(Stored items)
● ● ●

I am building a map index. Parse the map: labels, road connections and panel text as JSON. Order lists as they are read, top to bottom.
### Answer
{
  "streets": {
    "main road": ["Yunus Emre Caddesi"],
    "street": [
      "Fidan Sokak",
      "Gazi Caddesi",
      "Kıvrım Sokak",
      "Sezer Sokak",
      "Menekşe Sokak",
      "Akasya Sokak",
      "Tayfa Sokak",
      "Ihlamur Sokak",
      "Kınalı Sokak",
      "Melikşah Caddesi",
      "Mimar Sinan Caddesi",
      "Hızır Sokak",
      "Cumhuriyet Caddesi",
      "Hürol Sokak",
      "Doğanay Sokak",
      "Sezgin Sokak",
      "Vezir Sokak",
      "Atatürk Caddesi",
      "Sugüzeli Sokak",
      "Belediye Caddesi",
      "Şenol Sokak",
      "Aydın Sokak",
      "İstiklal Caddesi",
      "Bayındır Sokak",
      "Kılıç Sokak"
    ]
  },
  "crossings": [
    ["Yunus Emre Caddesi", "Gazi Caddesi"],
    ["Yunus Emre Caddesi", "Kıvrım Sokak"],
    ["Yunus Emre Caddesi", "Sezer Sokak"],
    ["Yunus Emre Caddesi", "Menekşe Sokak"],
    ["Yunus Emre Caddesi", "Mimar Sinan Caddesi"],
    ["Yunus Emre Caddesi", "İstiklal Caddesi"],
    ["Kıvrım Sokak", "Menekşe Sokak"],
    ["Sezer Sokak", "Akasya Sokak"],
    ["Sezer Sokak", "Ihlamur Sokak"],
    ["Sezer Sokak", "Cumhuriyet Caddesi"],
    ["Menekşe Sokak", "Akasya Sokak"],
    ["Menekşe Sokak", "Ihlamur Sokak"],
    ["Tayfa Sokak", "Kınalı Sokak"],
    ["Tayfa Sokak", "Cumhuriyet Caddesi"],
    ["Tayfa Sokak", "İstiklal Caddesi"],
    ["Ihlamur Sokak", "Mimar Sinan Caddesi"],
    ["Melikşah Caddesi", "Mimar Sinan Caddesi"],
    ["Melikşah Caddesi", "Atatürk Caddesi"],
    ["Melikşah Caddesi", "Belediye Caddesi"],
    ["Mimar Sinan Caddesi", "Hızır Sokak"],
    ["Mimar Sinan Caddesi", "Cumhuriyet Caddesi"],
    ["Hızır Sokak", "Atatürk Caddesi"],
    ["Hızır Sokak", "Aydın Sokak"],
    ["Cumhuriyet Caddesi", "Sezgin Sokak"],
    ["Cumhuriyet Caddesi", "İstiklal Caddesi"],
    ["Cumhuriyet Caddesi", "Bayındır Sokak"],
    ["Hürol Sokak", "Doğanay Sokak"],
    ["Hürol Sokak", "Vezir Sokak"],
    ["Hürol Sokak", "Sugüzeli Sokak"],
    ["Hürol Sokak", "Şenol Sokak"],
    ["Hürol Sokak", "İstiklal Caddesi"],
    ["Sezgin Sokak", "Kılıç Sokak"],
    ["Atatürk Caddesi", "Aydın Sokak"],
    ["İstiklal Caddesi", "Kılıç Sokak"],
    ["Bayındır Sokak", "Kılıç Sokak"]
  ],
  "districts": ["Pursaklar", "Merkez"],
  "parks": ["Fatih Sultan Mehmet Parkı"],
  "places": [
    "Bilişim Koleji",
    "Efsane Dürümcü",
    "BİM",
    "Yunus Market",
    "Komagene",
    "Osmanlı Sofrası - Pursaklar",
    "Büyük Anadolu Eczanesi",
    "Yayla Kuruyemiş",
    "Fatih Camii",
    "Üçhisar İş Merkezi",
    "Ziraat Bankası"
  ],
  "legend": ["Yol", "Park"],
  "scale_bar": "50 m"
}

● ● ●

Exercise: Write every record out again exactly.

Reply:
I am building a map index. Parse the map: labels, road connections and panel text as JSON. Order lists as they are read, top to bottom.
### Answer
{
  "streets": {
    "main road": ["Yunus Emre Caddesi"],
    "street": [
      "Fidan Sokak",
      "Gazi Caddesi",
      "Kıvrım Sokak",
      "Sezer Sokak",
      "Menekşe Sokak",
      "Akasya Sokak",
      "Tayfa Sokak",
      "Ihlamur Sokak",
      "Kınalı Sokak",
      "Melikşah Caddesi",
      "Mimar Sinan Caddesi",
      "Hızır Sokak",
      "Cumhuriyet Caddesi",
      "Hürol Sokak",
      "Doğanay Sokak",
      "Sezgin Sokak",
      "Vezir Sokak",
      "Atatürk Caddesi",
      "Sugüzeli Sokak",
      "Belediye Caddesi",
      "Şenol Sokak",
      "Aydın Sokak",
      "İstiklal Caddesi",
      "Bayındır Sokak",
      "Kılıç Sokak"
    ]
  },
  "crossings": [
    ["Yunus Emre Caddesi", "Gazi Caddesi"],
    ["Yunus Emre Caddesi", "Kıvrım Sokak"],
    ["Yunus Emre Caddesi", "Sezer Sokak"],
    ["Yunus Emre Caddesi", "Menekşe Sokak"],
    ["Yunus Emre Caddesi", "Mimar Sinan Caddesi"],
    ["Yunus Emre Caddesi", "İstiklal Caddesi"],
    ["Kıvrım Sokak", "Menekşe Sokak"],
    ["Sezer Sokak", "Akasya Sokak"],
    ["Sezer Sokak", "Ihlamur Sokak"],
    ["Sezer Sokak", "Cumhuriyet Caddesi"],
    ["Menekşe Sokak", "Akasya Sokak"],
    ["Menekşe Sokak", "Ihlamur Sokak"],
    ["Tayfa Sokak", "Kınalı Sokak"],
    ["Tayfa Sokak", "Cumhuriyet Caddesi"],
    ["Tayfa Sokak", "İstiklal Caddesi"],
    ["Ihlamur Sokak", "Mimar Sinan Caddesi"],
    ["Melikşah Caddesi", "Mimar Sinan Caddesi"],
    ["Melikşah Caddesi", "Atatürk Caddesi"],
    ["Melikşah Caddesi", "Belediye Caddesi"],
    ["Mimar Sinan Caddesi", "Hızır Sokak"],
    ["Mimar Sinan Caddesi", "Cumhuriyet Caddesi"],
    ["Hızır Sokak", "Atatürk Caddesi"],
    ["Hızır Sokak", "Aydın Sokak"],
    ["Cumhuriyet Caddesi", "Sezgin Sokak"],
    ["Cumhuriyet Caddesi", "İstiklal Caddesi"],
    ["Cumhuriyet Caddesi", "Bayındır Sokak"],
    ["Hürol Sokak", "Doğanay Sokak"],
    ["Hürol Sokak", "Vezir Sokak"],
    ["Hürol Sokak", "Sugüzeli Sokak"],
    ["Hürol Sokak", "Şenol Sokak"],
    ["Hürol Sokak", "İstiklal Caddesi"],
    ["Sezgin Sokak", "Kılıç Sokak"],
    ["Atatürk Caddesi", "Aydın Sokak"],
    ["İstiklal Caddesi", "Kılıç Sokak"],
    ["Bayındır Sokak", "Kılıç Sokak"]
  ],
  "districts": ["Pursaklar", "Merkez"],
  "parks": ["Fatih Sultan Mehmet Parkı"],
  "places": [
    "Bilişim Koleji",
    "Efsane Dürümcü",
    "BİM",
    "Yunus Market",
    "Komagene",
    "Osmanlı Sofrası - Pursaklar",
    "Büyük Anadolu Eczanesi",
    "Yayla Kuruyemiş",
    "Fatih Camii",
    "Üçhisar İş Merkezi",
    "Ziraat Bankası"
  ],
  "legend": ["Yol", "Park"],
  "scale_bar": "50 m"
}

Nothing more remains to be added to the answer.